## DATA EXTRACT
________________________________________

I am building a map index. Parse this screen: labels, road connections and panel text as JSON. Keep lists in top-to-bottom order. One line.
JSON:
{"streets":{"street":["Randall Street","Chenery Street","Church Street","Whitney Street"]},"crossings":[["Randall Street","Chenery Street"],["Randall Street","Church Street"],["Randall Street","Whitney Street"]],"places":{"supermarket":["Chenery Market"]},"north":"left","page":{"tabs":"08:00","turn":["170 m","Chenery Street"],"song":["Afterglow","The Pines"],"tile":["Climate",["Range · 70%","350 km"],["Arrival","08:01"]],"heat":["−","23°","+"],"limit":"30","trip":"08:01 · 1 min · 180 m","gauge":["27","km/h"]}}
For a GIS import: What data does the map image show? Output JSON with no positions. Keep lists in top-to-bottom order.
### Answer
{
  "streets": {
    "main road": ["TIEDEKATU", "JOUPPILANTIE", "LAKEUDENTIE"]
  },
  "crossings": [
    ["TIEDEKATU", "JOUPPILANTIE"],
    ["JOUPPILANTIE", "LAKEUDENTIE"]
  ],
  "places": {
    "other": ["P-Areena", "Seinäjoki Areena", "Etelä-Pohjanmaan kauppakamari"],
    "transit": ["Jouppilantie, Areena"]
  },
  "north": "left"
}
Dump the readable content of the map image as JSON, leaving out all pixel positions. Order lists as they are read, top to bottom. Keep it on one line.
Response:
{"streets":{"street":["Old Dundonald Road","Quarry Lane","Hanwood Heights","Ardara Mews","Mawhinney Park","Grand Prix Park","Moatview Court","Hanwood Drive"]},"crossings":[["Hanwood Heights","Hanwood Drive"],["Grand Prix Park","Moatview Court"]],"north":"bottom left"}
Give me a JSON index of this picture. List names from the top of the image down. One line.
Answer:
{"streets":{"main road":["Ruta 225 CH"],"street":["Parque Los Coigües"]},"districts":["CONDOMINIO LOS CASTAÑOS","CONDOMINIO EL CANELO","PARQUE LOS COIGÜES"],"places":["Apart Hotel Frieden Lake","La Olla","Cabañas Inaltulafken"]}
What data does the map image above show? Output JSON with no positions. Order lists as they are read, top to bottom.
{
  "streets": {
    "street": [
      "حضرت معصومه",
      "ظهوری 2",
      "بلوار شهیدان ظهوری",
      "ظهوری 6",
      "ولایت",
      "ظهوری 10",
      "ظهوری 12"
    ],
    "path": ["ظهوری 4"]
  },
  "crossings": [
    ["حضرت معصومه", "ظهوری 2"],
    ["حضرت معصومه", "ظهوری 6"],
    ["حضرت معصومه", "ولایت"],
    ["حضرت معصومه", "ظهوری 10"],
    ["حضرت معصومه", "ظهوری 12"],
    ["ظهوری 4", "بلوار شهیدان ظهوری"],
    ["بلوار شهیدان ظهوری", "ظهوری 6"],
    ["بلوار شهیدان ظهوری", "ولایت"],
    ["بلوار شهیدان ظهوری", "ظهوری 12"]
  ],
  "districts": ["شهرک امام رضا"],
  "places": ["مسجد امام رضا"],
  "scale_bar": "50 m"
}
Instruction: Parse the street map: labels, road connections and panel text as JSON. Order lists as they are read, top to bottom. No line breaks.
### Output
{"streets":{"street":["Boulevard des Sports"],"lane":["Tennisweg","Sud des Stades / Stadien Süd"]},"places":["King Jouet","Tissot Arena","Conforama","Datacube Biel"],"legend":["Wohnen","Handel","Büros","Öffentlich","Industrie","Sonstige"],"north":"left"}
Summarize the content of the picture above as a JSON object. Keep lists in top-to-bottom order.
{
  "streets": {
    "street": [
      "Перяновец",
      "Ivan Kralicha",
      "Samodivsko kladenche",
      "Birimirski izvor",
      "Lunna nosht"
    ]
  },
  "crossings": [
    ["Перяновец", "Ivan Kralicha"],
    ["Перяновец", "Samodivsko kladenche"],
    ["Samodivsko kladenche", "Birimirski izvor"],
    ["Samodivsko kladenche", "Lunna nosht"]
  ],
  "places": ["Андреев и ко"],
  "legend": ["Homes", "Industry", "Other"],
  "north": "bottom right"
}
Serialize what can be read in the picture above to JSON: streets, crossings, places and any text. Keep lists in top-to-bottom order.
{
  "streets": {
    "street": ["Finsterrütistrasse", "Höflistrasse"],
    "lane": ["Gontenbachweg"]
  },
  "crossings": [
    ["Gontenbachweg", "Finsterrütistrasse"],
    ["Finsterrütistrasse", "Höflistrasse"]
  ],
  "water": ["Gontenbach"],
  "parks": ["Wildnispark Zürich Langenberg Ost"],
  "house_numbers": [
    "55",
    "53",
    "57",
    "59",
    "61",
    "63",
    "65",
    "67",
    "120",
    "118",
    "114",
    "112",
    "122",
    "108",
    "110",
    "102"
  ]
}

________________________________________

## WHAT IS BEING ASKED
Lines with the string "panel": pick each one out of the material and return it.

## RESULT
I am building a map index. Parse this screen: labels, road connections and panel text as JSON. Keep lists in top-to-bottom order. One line.
Instruction: Parse the street map: labels, road connections and panel text as JSON. Order lists as they are read, top to bottom. No line breaks.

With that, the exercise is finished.